● **Task instructions**
All of the data should be restated word for word, with the pictures omitted.

● **Exercise input**
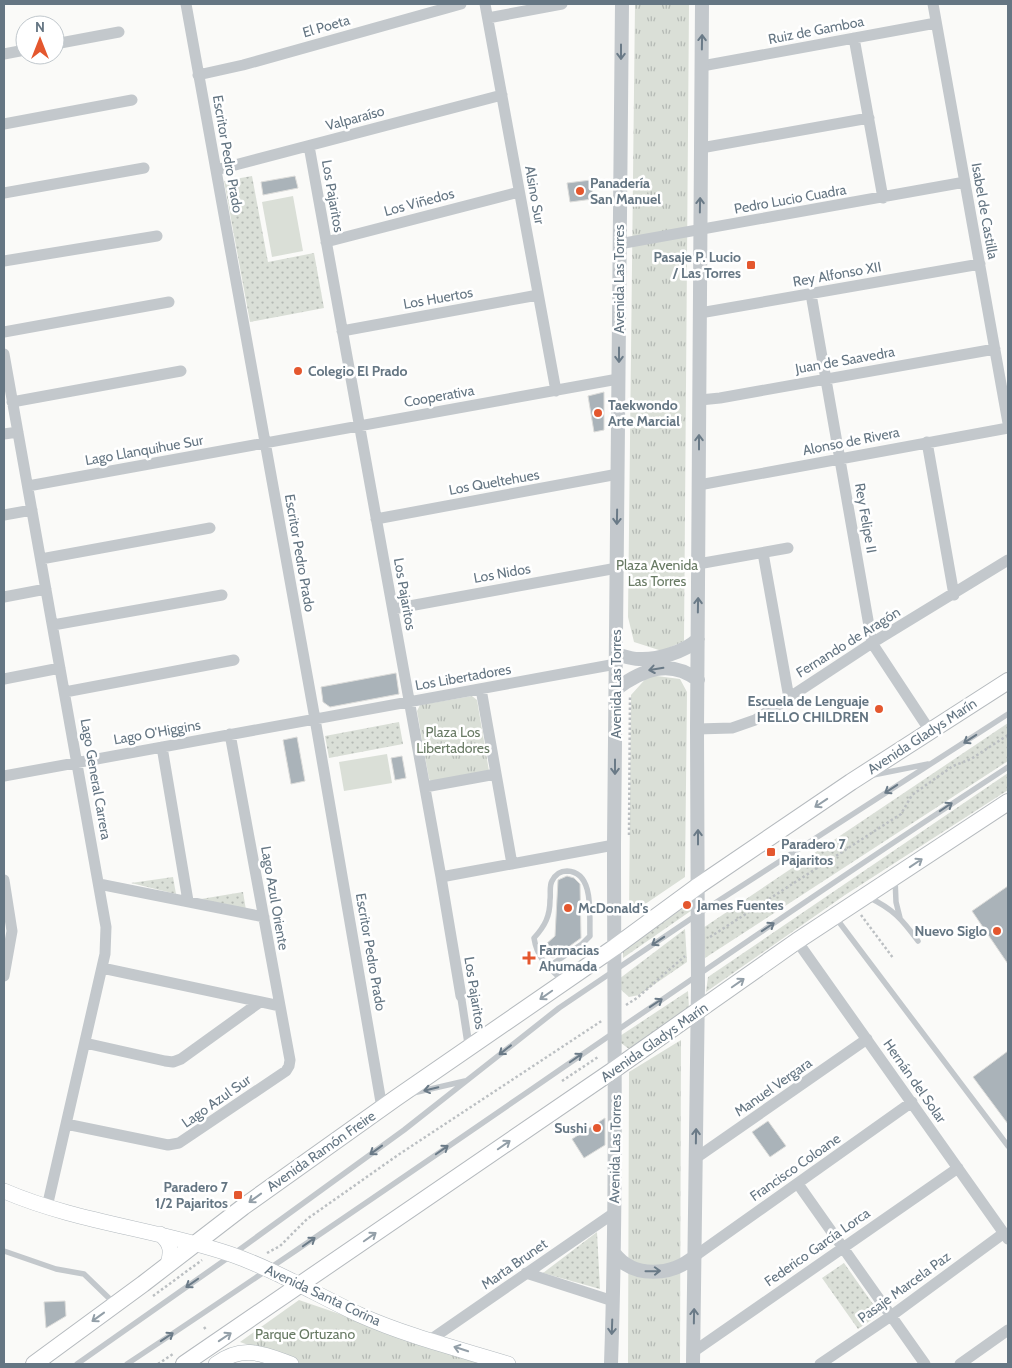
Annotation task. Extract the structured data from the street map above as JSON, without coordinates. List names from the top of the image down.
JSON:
{
  "streets": {
    "main road": ["Avenida Gladys Marín", "Avenida Ramón Freire", "Avenida Santa Corina"],
    "street": [
      "El Poeta",
      "Ruiz de Gamboa",
      "Valparaíso",
      "Escritor Pedro Prado",
      "Alsino Sur",
      "Los Pajaritos",
      "Pedro Lucio Cuadra",
      "Los Viñedos",
      "Isabel de Castilla",
      "Rey Alfonso XII",
      "Avenida Las Torres",
      "Los Huertos",
      "Juan de Saavedra",
      "Cooperativa",
      "Alonso de Rivera",
      "Lago Llanquihue Sur",
      "Los Queltehues",
      "Rey Felipe II",
      "Los Nidos",
      "Fernando de Aragón",
      "Los Libertadores",
      "Lago O'Higgins",
      "Lago General Carrera",
      "Lago Azul Oriente",
      "Hernán del Solar",
      "Manuel Vergara",
      "Lago Azul Sur",
      "Francisco Coloane",
      "Federico García Lorca",
      "Marta Brunet",
      "Pasaje Marcela Paz"
    ]
  },
  "crossings": [
    ["El Poeta", "Escritor Pedro Prado"],
    ["Ruiz de Gamboa", "Isabel de Castilla"],
    ["Valparaíso", "Escritor Pedro Prado"],
    ["Valparaíso", "Alsino Sur"],
    ["Valparaíso", "Los Pajaritos"],
    ["Escritor Pedro Prado", "Cooperativa"],
    ["Escritor Pedro Prado", "Lago Llanquihue Sur"],
    ["Escritor Pedro Prado", "Los Libertadores"],
    ["Escritor Pedro Prado", "Lago O'Higgins"],
    ["Escritor Pedro Prado", "Avenida Ramón Freire"],
    ["Alsino Sur", "Los Viñedos"],
    ["Alsino Sur", "Los Huertos"],
    ["Alsino Sur", "Cooperativa"],
    ["Los Pajaritos", "Los Viñedos"],
    ["Los Pajaritos", "Los Huertos"],
    ["Los Pajaritos", "Cooperativa"],
    ["Los Pajaritos", "Los Queltehues"],
    ["Los Pajaritos", "Los Nidos"],
    ["Los Pajaritos", "Los Libertadores"],
    ["Los Pajaritos", "Avenida Ramón Freire"],
    ["Pedro Lucio Cuadra", "Isabel de Castilla"],
    ["Pedro Lucio Cuadra", "Avenida Las Torres"],
    ["Isabel de Castilla", "Rey Alfonso XII"],
    ["Isabel de Castilla", "Juan de Saavedra"],
    ["Rey Alfonso XII", "Rey Felipe II"],
    ["Avenida Las Torres", "Cooperativa"],
    ["Avenida Las Torres", "Los Queltehues"],
    ["Avenida Las Torres", "Los Nidos"],
    ["Avenida Las Torres", "Los Libertadores"],
    ["Avenida Las Torres", "Avenida Gladys Marín"],
    ["Avenida Las Torres", "Avenida Ramón Freire"],
    ["Avenida Las Torres", "Marta Brunet"],
    ["Juan de Saavedra", "Rey Felipe II"],
    ["Cooperativa", "Lago Llanquihue Sur"],
    ["Alonso de Rivera", "Rey Felipe II"],
    ["Lago Llanquihue Sur", "Lago General Carrera"],
    ["Rey Felipe II", "Fernando de Aragón"],
    ["Rey Felipe II", "Avenida Gladys Marín"],
    ["Los Libertadores", "Lago O'Higgins"],
    ["Lago O'Higgins", "Lago General Carrera"],
    ["Lago O'Higgins", "Lago Azul Oriente"],
    ["Avenida Gladys Marín", "Hernán del Solar"],
    ["Avenida Gladys Marín", "Avenida Ramón Freire"],
    ["Avenida Gladys Marín", "Avenida Santa Corina"],
    ["Lago General Carrera", "Lago Azul Sur"],
    ["Lago General Carrera", "Avenida Santa Corina"],
    ["Lago Azul Oriente", "Lago Azul Sur"],
    ["Hernán del Solar", "Manuel Vergara"],
    ["Hernán del Solar", "Francisco Coloane"],
    ["Hernán del Solar", "Federico García Lorca"],
    ["Hernán del Solar", "Pasaje Marcela Paz"],
    ["Avenida Ramón Freire", "Avenida Santa Corina"],
    ["Marta Brunet", "Avenida Santa Corina"]
  ],
  "one_way": ["Avenida Ramón Freire"],
  "parks": ["Plaza Avenida Las Torres", "Plaza Los Libertadores", "Parque Ortuzano"],
  "places": {
    "other": [
      "Panadería San Manuel",
      "Colegio El Prado",
      "Taekwondo Arte Marcial",
      "Escuela de Lenguaje HELLO CHILDREN",
      "James Fuentes",
      "McDonald's",
      "Nuevo Siglo",
      "Sushi"
    ],
    "transit": ["Pasaje P. Lucio / Las Torres", "Paradero 7 Pajaritos", "Paradero 7 1/2 Pajaritos"],
    "health": ["Farmacias Ahumada"]
  },
  "north": "top"
}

● **Answer section**
Annotation task. Extract the structured data from the street map above as JSON, without coordinates. List names from the top of the image down.
JSON:
{
  "streets": {
    "main road": ["Avenida Gladys Marín", "Avenida Ramón Freire", "Avenida Santa Corina"],
    "street": [
      "El Poeta",
      "Ruiz de Gamboa",
      "Valparaíso",
      "Escritor Pedro Prado",
      "Alsino Sur",
      "Los Pajaritos",
      "Pedro Lucio Cuadra",
      "Los Viñedos",
      "Isabel de Castilla",
      "Rey Alfonso XII",
      "Avenida Las Torres",
      "Los Huertos",
      "Juan de Saavedra",
      "Cooperativa",
      "Alonso de Rivera",
      "Lago Llanquihue Sur",
      "Los Queltehues",
      "Rey Felipe II",
      "Los Nidos",
      "Fernando de Aragón",
      "Los Libertadores",
      "Lago O'Higgins",
      "Lago General Carrera",
      "Lago Azul Oriente",
      "Hernán del Solar",
      "Manuel Vergara",
      "Lago Azul Sur",
      "Francisco Coloane",
      "Federico García Lorca",
      "Marta Brunet",
      "Pasaje Marcela Paz"
    ]
  },
  "crossings": [
    ["El Poeta", "Escritor Pedro Prado"],
    ["Ruiz de Gamboa", "Isabel de Castilla"],
    ["Valparaíso", "Escritor Pedro Prado"],
    ["Valparaíso", "Alsino Sur"],
    ["Valparaíso", "Los Pajaritos"],
    ["Escritor Pedro Prado", "Cooperativa"],
    ["Escritor Pedro Prado", "Lago Llanquihue Sur"],
    ["Escritor Pedro Prado", "Los Libertadores"],
    ["Escritor Pedro Prado", "Lago O'Higgins"],
    ["Escritor Pedro Prado", "Avenida Ramón Freire"],
    ["Alsino Sur", "Los Viñedos"],
    ["Alsino Sur", "Los Huertos"],
    ["Alsino Sur", "Cooperativa"],
    ["Los Pajaritos", "Los Viñedos"],
    ["Los Pajaritos", "Los Huertos"],
    ["Los Pajaritos", "Cooperativa"],
    ["Los Pajaritos", "Los Queltehues"],
    ["Los Pajaritos", "Los Nidos"],
    ["Los Pajaritos", "Los Libertadores"],
    ["Los Pajaritos", "Avenida Ramón Freire"],
    ["Pedro Lucio Cuadra", "Isabel de Castilla"],
    ["Pedro Lucio Cuadra", "Avenida Las Torres"],
    ["Isabel de Castilla", "Rey Alfonso XII"],
    ["Isabel de Castilla", "Juan de Saavedra"],
    ["Rey Alfonso XII", "Rey Felipe II"],
    ["Avenida Las Torres", "Cooperativa"],
    ["Avenida Las Torres", "Los Queltehues"],
    ["Avenida Las Torres", "Los Nidos"],
    ["Avenida Las Torres", "Los Libertadores"],
    ["Avenida Las Torres", "Avenida Gladys Marín"],
    ["Avenida Las Torres", "Avenida Ramón Freire"],
    ["Avenida Las Torres", "Marta Brunet"],
    ["Juan de Saavedra", "Rey Felipe II"],
    ["Cooperativa", "Lago Llanquihue Sur"],
    ["Alonso de Rivera", "Rey Felipe II"],
    ["Lago Llanquihue Sur", "Lago General Carrera"],
    ["Rey Felipe II", "Fernando de Aragón"],
    ["Rey Felipe II", "Avenida Gladys Marín"],
    ["Los Libertadores", "Lago O'Higgins"],
    ["Lago O'Higgins", "Lago General Carrera"],
    ["Lago O'Higgins", "Lago Azul Oriente"],
    ["Avenida Gladys Marín", "Hernán del Solar"],
    ["Avenida Gladys Marín", "Avenida Ramón Freire"],
    ["Avenida Gladys Marín", "Avenida Santa Corina"],
    ["Lago General Carrera", "Lago Azul Sur"],
    ["Lago General Carrera", "Avenida Santa Corina"],
    ["Lago Azul Oriente", "Lago Azul Sur"],
    ["Hernán del Solar", "Manuel Vergara"],
    ["Hernán del Solar", "Francisco Coloane"],
    ["Hernán del Solar", "Federico García Lorca"],
    ["Hernán del Solar", "Pasaje Marcela Paz"],
    ["Avenida Ramón Freire", "Avenida Santa Corina"],
    ["Marta Brunet", "Avenida Santa Corina"]
  ],
  "one_way": ["Avenida Ramón Freire"],
  "parks": ["Plaza Avenida Las Torres", "Plaza Los Libertadores", "Parque Ortuzano"],
  "places": {
    "other": [
      "Panadería San Manuel",
      "Colegio El Prado",
      "Taekwondo Arte Marcial",
      "Escuela de Lenguaje HELLO CHILDREN",
      "James Fuentes",
      "McDonald's",
      "Nuevo Siglo",
      "Sushi"
    ],
    "transit": ["Pasaje P. Lucio / Las Torres", "Paradero 7 Pajaritos", "Paradero 7 1/2 Pajaritos"],
    "health": ["Farmacias Ahumada"]
  },
  "north": "top"
}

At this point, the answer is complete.